=== DATA RECORDS ===
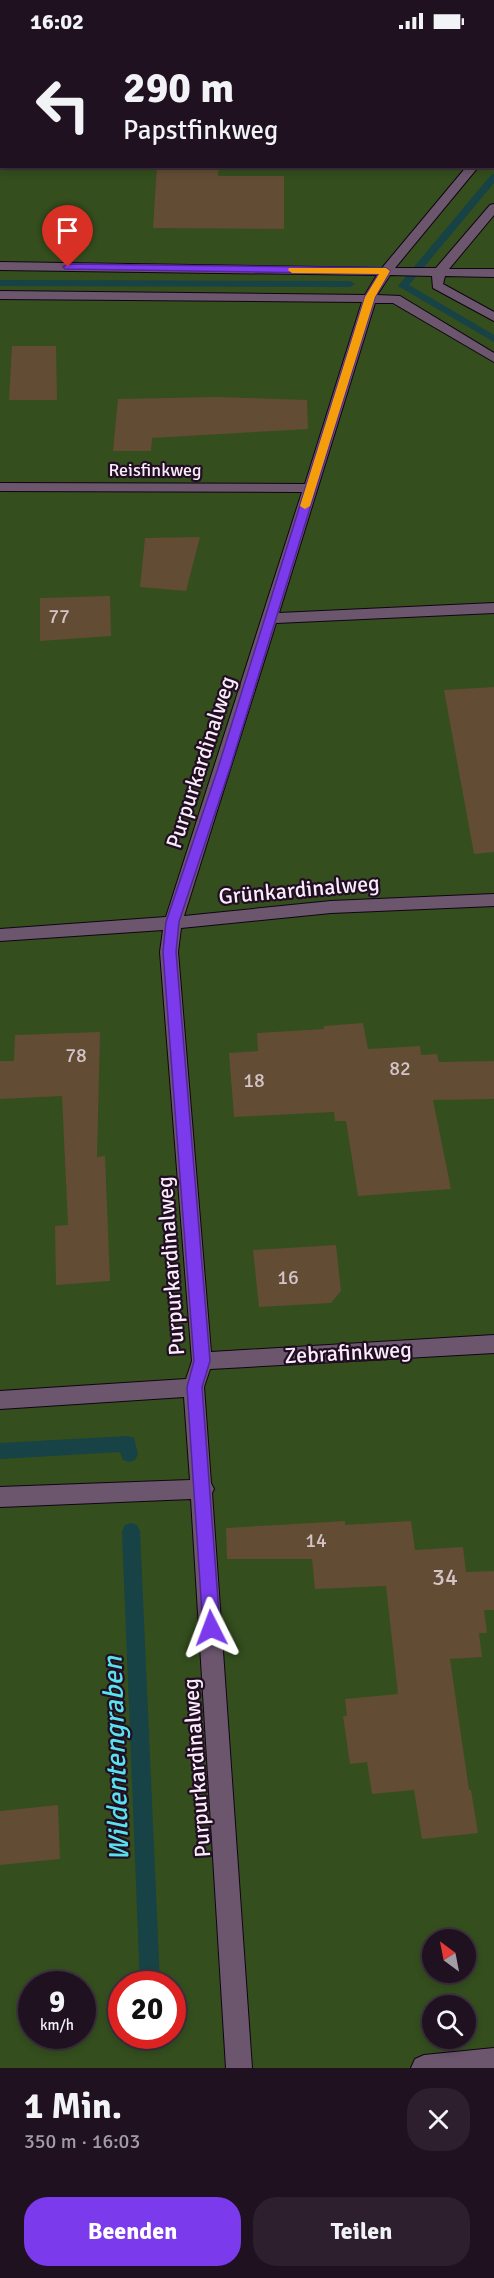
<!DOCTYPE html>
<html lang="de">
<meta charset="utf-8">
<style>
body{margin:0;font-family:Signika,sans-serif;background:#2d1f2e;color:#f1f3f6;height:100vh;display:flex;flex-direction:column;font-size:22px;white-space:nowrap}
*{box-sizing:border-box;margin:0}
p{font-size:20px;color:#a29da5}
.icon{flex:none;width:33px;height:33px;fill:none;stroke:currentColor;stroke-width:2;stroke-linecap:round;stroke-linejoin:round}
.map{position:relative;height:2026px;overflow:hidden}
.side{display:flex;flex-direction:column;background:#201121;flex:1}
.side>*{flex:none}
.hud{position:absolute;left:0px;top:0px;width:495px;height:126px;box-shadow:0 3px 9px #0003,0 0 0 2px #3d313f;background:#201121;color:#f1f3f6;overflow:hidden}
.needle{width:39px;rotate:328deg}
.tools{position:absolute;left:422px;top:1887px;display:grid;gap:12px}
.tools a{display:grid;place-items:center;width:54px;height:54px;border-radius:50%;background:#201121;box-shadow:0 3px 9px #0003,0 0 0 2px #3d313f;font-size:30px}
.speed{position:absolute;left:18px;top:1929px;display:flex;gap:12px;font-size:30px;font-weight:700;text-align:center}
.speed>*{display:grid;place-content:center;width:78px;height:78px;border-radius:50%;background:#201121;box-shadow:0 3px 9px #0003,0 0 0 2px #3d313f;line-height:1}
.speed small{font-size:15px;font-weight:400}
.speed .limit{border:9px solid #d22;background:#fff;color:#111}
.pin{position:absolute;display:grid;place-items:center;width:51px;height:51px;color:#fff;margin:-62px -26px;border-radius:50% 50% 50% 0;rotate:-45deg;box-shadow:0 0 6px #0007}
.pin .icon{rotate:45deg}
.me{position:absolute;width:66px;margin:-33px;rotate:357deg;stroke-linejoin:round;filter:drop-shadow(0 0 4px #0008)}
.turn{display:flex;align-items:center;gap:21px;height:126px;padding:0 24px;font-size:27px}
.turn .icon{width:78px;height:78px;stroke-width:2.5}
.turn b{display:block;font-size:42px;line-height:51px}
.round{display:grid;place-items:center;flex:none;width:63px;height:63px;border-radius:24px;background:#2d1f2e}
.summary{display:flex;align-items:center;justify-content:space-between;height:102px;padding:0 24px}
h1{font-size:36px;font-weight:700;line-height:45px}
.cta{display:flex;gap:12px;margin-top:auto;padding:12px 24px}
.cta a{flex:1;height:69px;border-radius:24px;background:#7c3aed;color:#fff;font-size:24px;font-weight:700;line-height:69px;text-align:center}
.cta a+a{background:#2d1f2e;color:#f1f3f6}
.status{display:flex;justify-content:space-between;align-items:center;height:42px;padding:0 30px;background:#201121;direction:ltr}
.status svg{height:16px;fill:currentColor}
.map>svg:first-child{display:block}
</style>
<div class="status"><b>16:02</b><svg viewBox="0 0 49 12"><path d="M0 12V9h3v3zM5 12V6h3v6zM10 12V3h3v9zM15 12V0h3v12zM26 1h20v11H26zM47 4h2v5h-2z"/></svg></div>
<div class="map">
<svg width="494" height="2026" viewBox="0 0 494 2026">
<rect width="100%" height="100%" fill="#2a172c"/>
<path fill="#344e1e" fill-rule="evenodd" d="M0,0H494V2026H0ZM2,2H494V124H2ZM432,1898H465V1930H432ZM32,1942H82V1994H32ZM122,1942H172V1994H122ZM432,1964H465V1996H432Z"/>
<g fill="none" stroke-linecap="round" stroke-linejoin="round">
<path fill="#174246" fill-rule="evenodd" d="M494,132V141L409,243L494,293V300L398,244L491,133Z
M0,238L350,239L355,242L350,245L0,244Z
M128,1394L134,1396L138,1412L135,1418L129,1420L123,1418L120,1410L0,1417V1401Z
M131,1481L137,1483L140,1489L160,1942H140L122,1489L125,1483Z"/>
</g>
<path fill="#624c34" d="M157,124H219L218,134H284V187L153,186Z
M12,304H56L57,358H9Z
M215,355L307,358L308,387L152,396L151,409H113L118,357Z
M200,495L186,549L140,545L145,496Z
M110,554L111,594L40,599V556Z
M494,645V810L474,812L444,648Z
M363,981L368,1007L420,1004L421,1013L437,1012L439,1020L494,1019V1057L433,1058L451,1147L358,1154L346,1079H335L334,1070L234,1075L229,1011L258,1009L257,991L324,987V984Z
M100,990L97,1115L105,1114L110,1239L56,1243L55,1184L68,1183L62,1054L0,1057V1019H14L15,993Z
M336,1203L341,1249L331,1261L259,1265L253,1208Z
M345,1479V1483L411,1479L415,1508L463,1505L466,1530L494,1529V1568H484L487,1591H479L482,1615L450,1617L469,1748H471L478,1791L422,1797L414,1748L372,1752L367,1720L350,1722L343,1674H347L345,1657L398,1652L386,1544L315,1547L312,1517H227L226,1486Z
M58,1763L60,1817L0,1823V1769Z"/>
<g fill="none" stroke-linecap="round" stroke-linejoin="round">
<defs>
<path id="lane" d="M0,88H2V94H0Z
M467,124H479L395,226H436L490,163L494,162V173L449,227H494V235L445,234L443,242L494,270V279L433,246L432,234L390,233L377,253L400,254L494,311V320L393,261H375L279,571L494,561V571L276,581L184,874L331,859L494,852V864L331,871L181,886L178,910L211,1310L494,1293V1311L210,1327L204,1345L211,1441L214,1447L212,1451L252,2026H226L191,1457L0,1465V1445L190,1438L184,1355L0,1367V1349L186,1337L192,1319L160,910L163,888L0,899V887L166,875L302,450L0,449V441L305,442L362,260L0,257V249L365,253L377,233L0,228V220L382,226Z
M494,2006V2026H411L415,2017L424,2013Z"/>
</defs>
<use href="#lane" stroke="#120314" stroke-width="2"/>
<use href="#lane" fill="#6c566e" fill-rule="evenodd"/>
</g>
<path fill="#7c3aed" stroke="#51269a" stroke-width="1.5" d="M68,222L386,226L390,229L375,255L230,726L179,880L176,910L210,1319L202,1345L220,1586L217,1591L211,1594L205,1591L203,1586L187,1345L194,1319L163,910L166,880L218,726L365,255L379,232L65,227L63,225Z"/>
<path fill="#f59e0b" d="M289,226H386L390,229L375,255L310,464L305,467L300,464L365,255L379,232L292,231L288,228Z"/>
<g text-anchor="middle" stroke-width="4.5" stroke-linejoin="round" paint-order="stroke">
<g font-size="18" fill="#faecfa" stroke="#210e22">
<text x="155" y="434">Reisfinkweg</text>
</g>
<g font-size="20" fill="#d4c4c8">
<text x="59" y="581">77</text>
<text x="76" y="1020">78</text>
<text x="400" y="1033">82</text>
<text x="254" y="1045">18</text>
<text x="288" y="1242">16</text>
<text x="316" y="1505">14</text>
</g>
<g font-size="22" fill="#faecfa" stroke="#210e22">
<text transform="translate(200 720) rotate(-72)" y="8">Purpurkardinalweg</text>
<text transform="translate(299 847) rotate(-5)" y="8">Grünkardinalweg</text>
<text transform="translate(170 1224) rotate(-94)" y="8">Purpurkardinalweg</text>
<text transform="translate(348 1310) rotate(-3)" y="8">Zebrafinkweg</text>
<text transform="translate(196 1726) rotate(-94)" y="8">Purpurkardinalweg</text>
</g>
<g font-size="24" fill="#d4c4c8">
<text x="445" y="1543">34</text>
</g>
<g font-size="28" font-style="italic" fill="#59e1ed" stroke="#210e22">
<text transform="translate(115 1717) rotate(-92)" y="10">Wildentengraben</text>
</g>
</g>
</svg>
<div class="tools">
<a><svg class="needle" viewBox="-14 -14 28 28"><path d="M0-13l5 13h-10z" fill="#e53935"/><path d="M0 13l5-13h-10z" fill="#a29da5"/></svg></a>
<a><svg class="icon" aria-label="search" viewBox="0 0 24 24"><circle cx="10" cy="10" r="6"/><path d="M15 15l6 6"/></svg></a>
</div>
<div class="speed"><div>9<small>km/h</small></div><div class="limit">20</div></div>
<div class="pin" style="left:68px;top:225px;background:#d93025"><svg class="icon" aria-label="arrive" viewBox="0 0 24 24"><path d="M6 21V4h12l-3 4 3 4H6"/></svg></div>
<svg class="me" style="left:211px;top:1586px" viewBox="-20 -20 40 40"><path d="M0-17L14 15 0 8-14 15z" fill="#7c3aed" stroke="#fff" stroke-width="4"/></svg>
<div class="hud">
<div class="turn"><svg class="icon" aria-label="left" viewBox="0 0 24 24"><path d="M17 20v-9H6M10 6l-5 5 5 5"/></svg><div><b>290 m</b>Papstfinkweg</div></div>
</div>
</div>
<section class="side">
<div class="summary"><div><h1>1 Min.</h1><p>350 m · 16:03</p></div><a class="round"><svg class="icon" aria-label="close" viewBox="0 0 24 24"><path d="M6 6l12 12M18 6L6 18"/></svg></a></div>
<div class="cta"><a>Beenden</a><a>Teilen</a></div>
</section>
===
EXERCISE DETAILS
Every line in the data above that includes the word "tools" should be copied.

OUTPUT FOR THIS EXERCISE
.tools{position:absolute;left:422px;top:1887px;display:grid;gap:12px}
.tools a{display:grid;place-items:center;width:54px;height:54px;border-radius:50%;background:#201121;box-shadow:0 3px 9px #0003,0 0 0 2px #3d313f;font-size:30px}
<div class="tools">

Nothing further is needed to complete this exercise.